Copy each line of the records that holds the string "tools".

• [Supplied records]
··········

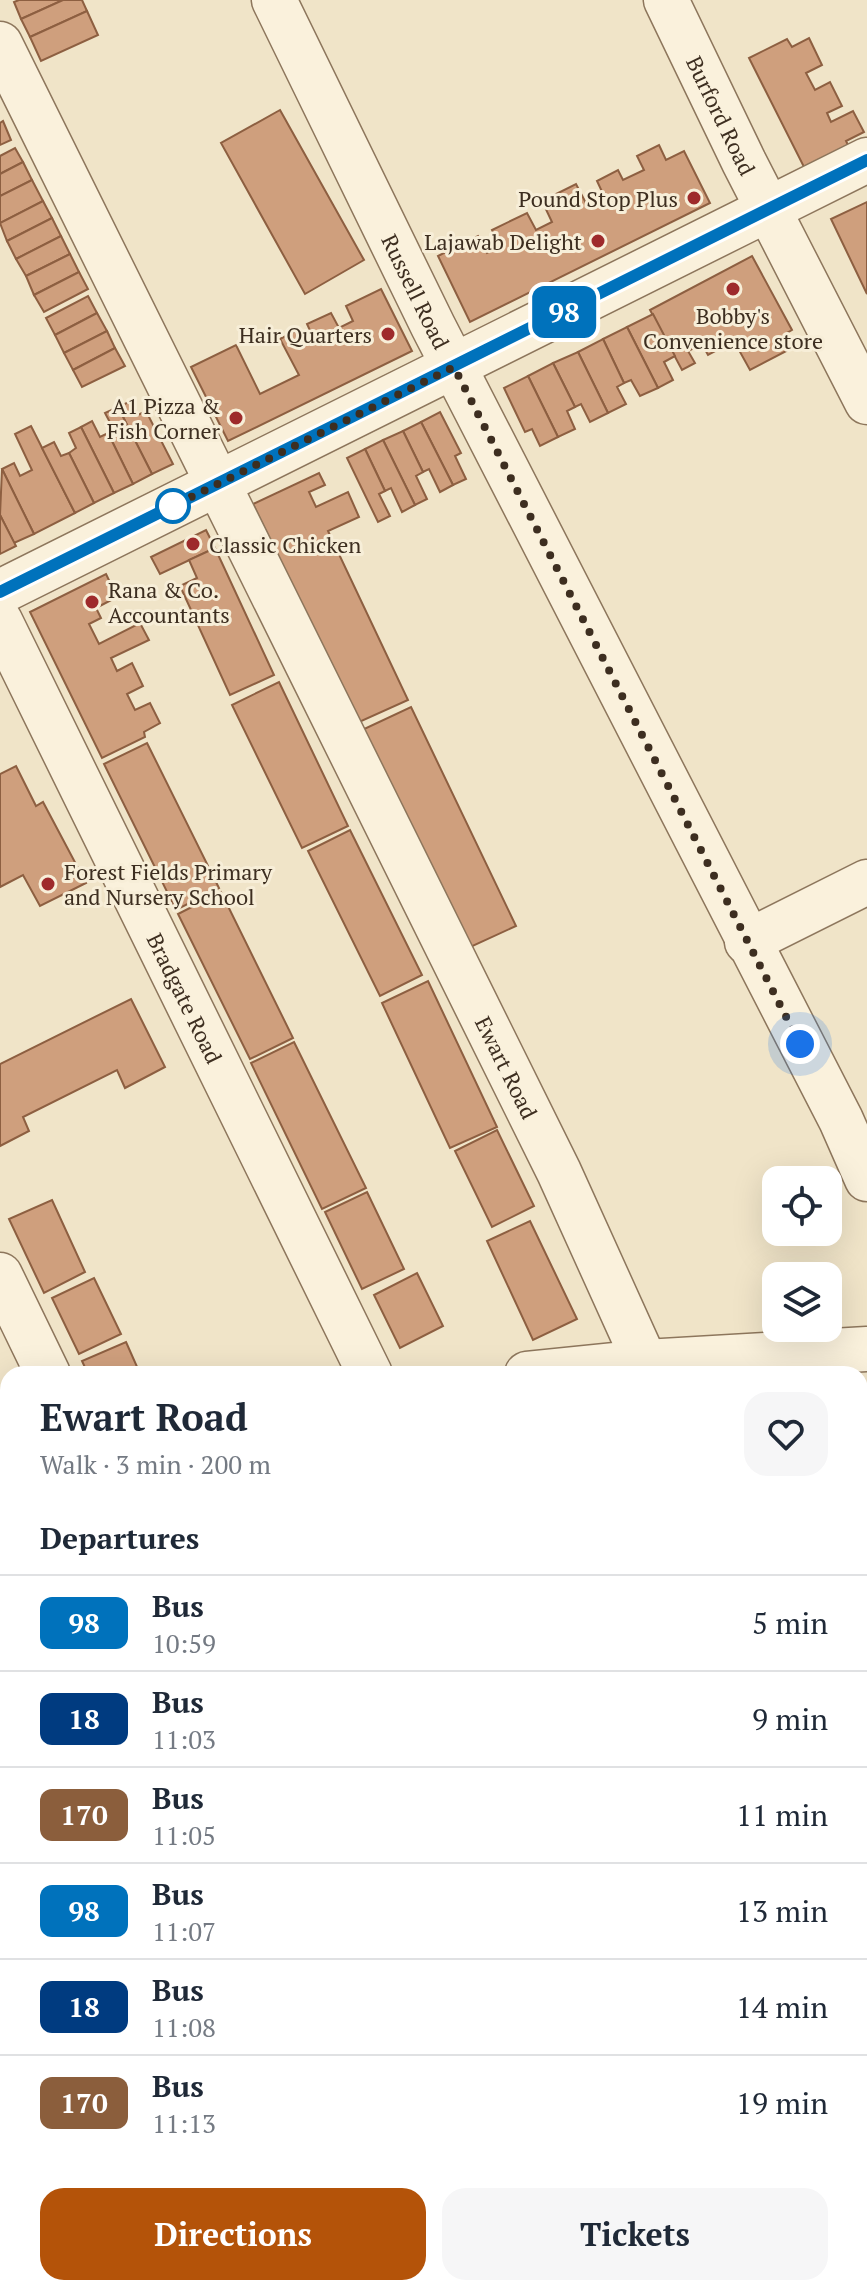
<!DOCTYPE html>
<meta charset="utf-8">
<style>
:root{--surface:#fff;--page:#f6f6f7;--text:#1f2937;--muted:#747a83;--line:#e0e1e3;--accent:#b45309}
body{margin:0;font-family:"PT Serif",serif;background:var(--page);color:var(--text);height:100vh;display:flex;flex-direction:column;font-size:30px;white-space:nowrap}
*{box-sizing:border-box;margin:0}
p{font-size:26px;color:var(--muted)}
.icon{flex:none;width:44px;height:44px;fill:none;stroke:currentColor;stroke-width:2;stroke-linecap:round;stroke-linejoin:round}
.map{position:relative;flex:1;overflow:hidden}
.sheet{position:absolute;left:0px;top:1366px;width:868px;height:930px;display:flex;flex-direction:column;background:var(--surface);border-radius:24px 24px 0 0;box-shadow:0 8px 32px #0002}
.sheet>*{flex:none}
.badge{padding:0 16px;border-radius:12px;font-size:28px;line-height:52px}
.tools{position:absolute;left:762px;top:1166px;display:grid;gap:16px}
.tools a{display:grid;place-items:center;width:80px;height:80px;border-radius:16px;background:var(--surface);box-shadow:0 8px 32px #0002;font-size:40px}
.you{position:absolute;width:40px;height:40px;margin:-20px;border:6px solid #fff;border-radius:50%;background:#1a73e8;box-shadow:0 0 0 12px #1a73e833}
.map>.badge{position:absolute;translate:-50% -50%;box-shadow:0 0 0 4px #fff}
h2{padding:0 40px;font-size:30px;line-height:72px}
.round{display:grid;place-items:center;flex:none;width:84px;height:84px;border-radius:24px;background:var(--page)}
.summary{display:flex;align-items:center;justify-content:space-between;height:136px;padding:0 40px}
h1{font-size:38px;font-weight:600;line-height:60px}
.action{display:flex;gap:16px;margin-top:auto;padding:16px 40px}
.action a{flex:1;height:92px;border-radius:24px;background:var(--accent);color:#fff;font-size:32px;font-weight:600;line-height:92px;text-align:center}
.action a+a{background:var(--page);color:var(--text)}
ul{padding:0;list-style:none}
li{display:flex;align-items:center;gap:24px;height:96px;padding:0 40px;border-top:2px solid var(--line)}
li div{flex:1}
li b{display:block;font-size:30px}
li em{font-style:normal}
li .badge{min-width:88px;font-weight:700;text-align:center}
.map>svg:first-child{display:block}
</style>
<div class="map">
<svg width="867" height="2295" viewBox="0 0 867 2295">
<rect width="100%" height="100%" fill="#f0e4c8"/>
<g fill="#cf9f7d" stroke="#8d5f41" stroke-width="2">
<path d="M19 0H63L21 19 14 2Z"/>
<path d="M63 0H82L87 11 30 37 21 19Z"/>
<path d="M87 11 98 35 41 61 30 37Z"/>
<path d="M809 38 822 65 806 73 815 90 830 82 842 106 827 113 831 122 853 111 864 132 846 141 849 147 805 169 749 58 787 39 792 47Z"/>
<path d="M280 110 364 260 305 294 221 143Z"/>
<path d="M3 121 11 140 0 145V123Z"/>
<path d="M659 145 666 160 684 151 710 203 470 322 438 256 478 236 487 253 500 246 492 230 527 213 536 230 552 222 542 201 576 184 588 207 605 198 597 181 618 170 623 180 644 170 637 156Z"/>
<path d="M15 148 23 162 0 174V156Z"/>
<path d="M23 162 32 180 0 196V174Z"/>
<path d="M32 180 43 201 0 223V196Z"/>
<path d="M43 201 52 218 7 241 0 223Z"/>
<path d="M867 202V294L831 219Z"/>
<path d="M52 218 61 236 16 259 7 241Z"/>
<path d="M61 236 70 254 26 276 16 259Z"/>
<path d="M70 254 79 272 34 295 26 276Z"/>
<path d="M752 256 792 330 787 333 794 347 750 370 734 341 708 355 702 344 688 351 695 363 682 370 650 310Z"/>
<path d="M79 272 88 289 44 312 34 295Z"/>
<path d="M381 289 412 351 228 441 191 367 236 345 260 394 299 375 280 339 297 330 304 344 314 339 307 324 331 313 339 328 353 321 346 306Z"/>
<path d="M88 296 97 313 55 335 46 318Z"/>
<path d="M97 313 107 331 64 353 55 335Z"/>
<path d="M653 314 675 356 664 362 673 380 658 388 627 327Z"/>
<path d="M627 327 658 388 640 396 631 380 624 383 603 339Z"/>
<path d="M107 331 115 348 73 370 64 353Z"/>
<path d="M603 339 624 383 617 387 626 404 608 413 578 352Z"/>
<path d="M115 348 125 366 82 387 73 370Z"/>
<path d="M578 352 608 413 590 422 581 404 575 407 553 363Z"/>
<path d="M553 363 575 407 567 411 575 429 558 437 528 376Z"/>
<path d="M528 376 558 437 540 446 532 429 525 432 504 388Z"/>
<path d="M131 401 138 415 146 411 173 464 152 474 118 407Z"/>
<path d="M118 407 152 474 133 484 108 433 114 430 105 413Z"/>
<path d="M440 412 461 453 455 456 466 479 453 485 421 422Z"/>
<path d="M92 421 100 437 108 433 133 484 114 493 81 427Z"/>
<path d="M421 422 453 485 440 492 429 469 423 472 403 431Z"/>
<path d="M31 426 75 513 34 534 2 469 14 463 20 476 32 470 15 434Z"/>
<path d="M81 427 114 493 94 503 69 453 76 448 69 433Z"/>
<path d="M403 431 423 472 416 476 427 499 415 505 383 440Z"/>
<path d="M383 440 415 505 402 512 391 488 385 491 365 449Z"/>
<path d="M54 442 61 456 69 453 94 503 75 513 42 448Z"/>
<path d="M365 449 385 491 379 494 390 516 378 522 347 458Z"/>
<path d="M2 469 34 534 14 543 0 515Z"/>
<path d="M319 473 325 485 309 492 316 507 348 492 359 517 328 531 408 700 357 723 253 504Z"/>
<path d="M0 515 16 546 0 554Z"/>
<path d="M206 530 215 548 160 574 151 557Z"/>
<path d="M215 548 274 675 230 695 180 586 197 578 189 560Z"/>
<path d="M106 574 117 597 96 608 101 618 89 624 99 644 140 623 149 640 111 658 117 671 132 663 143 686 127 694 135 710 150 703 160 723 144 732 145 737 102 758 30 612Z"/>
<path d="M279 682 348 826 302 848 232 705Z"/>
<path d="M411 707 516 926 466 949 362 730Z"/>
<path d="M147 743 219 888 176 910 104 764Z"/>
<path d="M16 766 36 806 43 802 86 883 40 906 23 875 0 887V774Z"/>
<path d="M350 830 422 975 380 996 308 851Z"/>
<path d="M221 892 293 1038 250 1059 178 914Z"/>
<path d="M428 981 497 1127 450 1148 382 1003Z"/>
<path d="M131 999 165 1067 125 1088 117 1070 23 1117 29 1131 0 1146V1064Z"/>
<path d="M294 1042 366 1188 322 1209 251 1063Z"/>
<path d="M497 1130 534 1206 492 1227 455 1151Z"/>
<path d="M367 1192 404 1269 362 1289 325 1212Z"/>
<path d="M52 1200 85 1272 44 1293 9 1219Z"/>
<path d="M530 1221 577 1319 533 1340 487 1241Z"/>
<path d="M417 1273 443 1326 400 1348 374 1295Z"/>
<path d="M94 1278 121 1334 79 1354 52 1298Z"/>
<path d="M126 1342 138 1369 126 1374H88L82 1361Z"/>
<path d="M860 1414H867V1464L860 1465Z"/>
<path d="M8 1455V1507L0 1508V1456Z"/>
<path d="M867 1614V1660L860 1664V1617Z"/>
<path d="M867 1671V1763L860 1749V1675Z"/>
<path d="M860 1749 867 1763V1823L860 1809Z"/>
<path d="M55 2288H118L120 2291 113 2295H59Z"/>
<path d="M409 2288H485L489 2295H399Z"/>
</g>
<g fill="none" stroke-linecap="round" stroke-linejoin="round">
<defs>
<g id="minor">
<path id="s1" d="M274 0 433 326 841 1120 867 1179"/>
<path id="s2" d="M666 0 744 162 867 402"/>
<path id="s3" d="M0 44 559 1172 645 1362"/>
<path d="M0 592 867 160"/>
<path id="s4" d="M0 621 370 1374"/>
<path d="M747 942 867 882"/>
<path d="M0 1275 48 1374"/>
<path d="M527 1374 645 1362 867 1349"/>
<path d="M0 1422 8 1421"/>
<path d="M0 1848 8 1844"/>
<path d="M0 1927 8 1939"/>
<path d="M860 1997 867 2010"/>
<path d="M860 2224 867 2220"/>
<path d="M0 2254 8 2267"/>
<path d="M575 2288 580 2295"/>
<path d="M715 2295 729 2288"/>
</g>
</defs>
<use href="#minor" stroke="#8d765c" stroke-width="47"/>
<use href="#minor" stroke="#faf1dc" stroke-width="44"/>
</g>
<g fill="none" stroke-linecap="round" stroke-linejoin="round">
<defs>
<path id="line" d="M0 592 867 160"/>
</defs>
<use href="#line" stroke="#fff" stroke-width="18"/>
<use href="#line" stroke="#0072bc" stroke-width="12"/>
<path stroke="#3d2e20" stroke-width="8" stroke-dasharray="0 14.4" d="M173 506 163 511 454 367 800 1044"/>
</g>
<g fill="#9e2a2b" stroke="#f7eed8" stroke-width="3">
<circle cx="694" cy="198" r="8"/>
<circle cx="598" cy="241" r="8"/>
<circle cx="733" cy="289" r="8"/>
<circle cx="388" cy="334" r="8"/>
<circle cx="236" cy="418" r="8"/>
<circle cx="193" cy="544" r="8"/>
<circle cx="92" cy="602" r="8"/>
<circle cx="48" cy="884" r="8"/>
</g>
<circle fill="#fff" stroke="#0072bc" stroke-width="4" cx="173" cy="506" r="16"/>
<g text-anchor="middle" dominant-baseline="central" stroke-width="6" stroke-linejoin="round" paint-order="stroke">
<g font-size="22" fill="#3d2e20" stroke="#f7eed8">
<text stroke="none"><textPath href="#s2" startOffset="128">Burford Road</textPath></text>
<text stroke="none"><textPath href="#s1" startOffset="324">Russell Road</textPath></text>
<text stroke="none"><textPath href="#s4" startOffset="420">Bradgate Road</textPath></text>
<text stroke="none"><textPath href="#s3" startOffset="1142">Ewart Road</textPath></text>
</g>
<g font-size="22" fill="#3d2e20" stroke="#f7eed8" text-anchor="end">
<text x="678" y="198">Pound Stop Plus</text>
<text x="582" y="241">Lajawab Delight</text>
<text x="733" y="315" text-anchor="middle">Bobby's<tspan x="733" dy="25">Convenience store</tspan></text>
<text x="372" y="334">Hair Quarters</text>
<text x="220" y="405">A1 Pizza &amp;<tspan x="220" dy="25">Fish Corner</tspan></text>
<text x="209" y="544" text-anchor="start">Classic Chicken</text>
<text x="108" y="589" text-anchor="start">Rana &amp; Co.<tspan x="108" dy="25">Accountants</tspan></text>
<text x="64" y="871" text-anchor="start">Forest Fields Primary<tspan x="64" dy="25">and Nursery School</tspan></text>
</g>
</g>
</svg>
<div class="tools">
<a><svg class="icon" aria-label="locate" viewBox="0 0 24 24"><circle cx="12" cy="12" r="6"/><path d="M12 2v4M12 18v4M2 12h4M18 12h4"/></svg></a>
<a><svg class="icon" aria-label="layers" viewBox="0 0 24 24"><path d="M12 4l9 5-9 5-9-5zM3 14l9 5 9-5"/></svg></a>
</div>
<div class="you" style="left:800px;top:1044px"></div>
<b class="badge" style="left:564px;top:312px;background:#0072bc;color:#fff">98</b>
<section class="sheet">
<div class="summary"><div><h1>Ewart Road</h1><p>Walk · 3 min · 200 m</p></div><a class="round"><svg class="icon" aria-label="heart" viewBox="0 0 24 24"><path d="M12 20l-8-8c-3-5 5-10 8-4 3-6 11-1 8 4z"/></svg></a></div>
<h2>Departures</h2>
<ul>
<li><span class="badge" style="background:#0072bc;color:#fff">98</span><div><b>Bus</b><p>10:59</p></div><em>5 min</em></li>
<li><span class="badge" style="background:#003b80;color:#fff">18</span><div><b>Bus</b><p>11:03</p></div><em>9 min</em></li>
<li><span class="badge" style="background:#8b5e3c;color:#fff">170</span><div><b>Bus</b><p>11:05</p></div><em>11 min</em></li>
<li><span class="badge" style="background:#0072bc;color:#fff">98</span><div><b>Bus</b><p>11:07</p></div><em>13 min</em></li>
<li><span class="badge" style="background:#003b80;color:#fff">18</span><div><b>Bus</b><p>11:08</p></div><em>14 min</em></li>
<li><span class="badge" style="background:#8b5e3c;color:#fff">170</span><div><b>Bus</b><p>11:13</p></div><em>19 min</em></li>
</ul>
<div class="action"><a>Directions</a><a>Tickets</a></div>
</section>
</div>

··········

• [Response below]
.tools{position:absolute;left:762px;top:1166px;display:grid;gap:16px}
.tools a{display:grid;place-items:center;width:80px;height:80px;border-radius:16px;background:var(--surface);box-shadow:0 8px 32px #0002;font-size:40px}
<div class="tools">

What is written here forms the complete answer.